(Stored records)
+ + +
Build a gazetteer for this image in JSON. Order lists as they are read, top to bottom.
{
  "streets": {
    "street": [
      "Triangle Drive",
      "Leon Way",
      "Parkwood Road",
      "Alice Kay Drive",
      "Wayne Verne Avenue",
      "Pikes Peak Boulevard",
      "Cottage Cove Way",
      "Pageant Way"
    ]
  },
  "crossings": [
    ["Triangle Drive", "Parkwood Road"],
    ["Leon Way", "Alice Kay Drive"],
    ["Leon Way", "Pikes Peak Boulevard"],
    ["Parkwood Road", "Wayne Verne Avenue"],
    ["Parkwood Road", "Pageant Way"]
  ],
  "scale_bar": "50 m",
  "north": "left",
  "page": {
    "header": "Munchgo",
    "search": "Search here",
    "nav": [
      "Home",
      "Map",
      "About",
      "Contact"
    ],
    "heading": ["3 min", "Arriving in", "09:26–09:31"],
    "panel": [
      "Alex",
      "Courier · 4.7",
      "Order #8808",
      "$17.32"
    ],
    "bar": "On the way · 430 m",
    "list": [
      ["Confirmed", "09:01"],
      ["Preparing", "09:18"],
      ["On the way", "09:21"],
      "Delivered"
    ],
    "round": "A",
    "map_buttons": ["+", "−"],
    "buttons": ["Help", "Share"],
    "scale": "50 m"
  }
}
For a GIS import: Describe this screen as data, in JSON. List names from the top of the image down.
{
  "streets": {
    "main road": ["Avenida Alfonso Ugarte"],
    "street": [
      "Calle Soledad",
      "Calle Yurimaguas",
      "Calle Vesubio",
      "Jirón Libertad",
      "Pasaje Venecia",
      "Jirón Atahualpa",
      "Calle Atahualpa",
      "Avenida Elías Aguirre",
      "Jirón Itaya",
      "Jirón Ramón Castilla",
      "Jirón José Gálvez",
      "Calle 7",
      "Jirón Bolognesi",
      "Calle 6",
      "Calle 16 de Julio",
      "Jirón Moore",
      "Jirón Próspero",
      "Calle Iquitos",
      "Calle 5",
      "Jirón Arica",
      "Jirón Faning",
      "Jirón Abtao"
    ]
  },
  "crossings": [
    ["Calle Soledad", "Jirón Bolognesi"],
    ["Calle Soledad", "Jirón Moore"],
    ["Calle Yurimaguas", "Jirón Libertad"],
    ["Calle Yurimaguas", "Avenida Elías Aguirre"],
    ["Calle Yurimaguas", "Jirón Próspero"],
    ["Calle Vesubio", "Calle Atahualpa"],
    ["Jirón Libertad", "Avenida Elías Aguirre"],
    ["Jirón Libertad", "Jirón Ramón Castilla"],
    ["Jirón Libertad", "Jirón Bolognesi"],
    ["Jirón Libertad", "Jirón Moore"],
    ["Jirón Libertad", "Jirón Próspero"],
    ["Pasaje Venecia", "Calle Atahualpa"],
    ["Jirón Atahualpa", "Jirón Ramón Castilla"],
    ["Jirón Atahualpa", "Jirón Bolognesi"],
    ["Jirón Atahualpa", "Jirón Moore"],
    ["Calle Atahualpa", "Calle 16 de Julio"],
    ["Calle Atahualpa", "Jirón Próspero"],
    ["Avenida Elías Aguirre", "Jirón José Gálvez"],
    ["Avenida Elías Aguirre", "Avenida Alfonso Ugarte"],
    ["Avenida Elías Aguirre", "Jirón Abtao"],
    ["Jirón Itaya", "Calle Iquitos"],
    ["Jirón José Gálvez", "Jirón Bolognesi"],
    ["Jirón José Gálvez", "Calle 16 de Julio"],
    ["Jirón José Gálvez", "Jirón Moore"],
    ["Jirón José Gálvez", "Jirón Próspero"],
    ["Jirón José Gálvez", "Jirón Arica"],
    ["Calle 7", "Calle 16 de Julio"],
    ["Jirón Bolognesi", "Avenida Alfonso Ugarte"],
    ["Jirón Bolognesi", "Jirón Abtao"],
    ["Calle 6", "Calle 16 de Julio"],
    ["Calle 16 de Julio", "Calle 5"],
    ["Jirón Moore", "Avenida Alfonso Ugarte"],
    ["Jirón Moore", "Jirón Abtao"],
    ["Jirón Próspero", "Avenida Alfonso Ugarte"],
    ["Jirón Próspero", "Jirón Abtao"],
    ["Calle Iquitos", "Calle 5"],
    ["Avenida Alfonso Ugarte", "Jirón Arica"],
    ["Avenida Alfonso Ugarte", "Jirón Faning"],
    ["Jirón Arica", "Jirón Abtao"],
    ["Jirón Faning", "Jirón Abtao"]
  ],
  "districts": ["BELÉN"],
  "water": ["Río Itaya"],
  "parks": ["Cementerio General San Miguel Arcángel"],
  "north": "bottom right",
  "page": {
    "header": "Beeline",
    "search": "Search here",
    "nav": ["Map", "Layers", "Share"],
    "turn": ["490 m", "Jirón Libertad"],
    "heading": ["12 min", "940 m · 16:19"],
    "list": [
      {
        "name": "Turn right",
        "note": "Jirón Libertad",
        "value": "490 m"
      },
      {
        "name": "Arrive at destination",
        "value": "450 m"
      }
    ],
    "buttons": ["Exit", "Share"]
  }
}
+ + +
> About this task
Please show the lines in the entries above that hold the string "Soledad".

> Exercise output
      "Calle Soledad",
    ["Calle Soledad", "Jirón Bolognesi"],
    ["Calle Soledad", "Jirón Moore"],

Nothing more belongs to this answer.